Content starts

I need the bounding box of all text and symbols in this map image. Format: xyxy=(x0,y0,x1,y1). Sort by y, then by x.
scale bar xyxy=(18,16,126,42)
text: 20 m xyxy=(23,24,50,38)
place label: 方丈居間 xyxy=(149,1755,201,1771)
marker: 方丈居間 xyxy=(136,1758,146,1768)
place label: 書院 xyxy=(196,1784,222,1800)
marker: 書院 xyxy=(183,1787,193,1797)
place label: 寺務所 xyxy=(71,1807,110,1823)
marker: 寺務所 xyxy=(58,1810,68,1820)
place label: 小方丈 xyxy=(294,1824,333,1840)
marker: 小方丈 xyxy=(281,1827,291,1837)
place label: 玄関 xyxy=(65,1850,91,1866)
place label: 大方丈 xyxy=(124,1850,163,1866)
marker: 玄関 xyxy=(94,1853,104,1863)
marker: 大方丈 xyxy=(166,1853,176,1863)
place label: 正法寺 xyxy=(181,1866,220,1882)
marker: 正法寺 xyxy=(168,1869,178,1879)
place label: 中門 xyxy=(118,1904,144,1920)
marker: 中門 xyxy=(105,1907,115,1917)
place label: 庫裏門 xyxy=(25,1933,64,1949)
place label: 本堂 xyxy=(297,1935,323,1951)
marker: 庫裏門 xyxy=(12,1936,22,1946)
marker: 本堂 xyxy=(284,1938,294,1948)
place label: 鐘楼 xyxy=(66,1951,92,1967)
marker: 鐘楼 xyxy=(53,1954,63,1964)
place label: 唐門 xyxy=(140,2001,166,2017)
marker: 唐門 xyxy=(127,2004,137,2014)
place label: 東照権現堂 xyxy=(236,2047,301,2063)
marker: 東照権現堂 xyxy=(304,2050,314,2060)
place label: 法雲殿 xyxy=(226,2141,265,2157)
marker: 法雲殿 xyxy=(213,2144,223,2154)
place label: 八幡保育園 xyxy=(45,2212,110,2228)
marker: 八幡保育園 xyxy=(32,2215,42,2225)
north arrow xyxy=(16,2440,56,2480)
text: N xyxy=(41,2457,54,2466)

Content ends

Return all of the data above verbatim.

= WRITTEN ANSWER =
I need the bounding box of all text and symbols in this map image. Format: xyxy=(x0,y0,x1,y1). Sort by y, then by x.
scale bar xyxy=(18,16,126,42)
text: 20 m xyxy=(23,24,50,38)
place label: 方丈居間 xyxy=(149,1755,201,1771)
marker: 方丈居間 xyxy=(136,1758,146,1768)
place label: 書院 xyxy=(196,1784,222,1800)
marker: 書院 xyxy=(183,1787,193,1797)
place label: 寺務所 xyxy=(71,1807,110,1823)
marker: 寺務所 xyxy=(58,1810,68,1820)
place label: 小方丈 xyxy=(294,1824,333,1840)
marker: 小方丈 xyxy=(281,1827,291,1837)
place label: 玄関 xyxy=(65,1850,91,1866)
place label: 大方丈 xyxy=(124,1850,163,1866)
marker: 玄関 xyxy=(94,1853,104,1863)
marker: 大方丈 xyxy=(166,1853,176,1863)
place label: 正法寺 xyxy=(181,1866,220,1882)
marker: 正法寺 xyxy=(168,1869,178,1879)
place label: 中門 xyxy=(118,1904,144,1920)
marker: 中門 xyxy=(105,1907,115,1917)
place label: 庫裏門 xyxy=(25,1933,64,1949)
place label: 本堂 xyxy=(297,1935,323,1951)
marker: 庫裏門 xyxy=(12,1936,22,1946)
marker: 本堂 xyxy=(284,1938,294,1948)
place label: 鐘楼 xyxy=(66,1951,92,1967)
marker: 鐘楼 xyxy=(53,1954,63,1964)
place label: 唐門 xyxy=(140,2001,166,2017)
marker: 唐門 xyxy=(127,2004,137,2014)
place label: 東照権現堂 xyxy=(236,2047,301,2063)
marker: 東照権現堂 xyxy=(304,2050,314,2060)
place label: 法雲殿 xyxy=(226,2141,265,2157)
marker: 法雲殿 xyxy=(213,2144,223,2154)
place label: 八幡保育園 xyxy=(45,2212,110,2228)
marker: 八幡保育園 xyxy=(32,2215,42,2225)
north arrow xyxy=(16,2440,56,2480)
text: N xyxy=(41,2457,54,2466)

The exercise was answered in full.